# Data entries

....................

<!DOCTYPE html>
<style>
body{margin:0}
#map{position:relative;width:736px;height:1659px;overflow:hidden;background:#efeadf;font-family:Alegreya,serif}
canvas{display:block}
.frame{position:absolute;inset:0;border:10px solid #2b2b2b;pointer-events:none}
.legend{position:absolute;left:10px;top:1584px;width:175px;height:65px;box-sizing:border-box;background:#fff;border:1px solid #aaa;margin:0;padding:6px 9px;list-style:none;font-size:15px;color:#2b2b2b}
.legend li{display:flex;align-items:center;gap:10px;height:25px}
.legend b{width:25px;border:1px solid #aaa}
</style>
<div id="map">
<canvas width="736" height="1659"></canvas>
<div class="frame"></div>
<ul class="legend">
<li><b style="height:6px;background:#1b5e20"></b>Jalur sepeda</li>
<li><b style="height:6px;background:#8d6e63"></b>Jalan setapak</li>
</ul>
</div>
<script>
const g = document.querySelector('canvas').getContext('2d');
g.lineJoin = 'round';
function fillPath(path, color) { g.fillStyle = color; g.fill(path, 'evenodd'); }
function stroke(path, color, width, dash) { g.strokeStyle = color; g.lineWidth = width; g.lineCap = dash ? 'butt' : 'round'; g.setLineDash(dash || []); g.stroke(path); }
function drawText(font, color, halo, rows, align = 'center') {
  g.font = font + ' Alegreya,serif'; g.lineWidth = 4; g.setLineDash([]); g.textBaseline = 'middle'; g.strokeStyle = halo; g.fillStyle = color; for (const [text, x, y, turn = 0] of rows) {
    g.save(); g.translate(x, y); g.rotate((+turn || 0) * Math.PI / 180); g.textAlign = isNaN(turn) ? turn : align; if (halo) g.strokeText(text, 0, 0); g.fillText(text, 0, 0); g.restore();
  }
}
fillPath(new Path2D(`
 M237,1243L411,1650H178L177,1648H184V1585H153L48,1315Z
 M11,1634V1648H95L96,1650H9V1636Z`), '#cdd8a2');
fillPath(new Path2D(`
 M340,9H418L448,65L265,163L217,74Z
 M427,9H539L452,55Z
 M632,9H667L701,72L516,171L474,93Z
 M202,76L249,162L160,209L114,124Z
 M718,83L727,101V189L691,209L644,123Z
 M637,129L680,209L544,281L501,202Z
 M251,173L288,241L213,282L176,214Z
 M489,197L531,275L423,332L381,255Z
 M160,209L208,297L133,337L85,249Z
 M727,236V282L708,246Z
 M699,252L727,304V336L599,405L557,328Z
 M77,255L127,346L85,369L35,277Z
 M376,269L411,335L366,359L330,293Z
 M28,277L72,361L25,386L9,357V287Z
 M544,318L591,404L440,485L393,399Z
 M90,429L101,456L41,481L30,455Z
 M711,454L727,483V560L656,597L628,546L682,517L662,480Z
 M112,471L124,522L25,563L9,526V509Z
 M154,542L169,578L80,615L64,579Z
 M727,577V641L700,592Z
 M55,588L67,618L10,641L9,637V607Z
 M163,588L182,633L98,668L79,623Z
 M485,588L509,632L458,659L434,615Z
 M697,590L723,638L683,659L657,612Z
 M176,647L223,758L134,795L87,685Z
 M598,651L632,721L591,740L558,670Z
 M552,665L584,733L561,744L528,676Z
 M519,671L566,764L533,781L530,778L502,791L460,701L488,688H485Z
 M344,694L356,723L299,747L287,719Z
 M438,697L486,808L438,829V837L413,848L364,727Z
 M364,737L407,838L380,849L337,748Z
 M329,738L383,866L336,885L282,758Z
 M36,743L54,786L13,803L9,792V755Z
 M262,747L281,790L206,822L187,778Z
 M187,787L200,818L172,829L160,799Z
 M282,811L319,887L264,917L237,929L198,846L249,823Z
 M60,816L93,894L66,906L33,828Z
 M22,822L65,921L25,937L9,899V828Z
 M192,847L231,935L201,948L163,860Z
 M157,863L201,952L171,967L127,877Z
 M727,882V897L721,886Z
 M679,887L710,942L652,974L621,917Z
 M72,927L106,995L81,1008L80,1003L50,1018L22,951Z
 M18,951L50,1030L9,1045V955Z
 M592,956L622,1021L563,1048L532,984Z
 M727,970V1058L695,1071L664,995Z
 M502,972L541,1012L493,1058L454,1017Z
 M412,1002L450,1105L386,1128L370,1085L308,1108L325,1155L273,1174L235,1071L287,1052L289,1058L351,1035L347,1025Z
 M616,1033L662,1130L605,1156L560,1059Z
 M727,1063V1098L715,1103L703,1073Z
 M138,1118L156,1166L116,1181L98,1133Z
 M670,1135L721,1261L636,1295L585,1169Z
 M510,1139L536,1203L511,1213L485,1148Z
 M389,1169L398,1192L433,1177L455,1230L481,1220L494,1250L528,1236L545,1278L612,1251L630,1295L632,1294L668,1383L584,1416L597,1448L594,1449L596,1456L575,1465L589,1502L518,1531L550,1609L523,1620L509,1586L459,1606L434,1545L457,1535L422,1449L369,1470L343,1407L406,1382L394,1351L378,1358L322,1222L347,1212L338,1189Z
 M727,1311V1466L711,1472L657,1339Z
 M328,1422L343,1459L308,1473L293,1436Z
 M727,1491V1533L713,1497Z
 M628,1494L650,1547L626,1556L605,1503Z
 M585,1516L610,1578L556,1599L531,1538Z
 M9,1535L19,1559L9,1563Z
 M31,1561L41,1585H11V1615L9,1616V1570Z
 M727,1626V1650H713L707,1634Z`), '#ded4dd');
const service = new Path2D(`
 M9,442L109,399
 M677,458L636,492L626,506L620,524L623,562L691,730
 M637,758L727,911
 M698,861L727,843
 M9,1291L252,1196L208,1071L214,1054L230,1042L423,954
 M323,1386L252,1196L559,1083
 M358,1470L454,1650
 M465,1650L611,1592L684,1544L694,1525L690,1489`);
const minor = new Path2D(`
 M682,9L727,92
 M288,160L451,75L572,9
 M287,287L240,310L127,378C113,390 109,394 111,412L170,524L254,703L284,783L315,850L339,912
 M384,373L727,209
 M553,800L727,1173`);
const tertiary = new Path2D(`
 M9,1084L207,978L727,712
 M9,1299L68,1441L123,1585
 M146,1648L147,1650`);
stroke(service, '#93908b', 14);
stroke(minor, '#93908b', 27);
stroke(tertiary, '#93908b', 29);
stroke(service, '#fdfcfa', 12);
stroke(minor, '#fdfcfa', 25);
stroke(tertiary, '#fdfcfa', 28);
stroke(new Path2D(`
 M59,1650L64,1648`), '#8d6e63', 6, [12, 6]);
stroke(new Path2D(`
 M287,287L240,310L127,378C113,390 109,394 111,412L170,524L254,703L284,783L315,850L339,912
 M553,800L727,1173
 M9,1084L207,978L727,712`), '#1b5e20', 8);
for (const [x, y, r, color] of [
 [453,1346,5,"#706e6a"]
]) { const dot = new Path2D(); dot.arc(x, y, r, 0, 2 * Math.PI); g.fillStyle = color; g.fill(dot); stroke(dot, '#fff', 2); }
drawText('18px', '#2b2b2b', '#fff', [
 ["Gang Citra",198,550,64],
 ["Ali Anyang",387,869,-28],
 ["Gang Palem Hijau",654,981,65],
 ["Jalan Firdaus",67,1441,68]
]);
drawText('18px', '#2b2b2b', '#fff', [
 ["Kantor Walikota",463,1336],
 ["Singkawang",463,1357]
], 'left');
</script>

....................

# What you have to do
Read the records above. Show each line that has the string "rows".

# The answer
function drawText(font, color, halo, rows, align = 'center') {
  g.font = font + ' Alegreya,serif'; g.lineWidth = 4; g.setLineDash([]); g.textBaseline = 'middle'; g.strokeStyle = halo; g.fillStyle = color; for (const [text, x, y, turn = 0] of rows) {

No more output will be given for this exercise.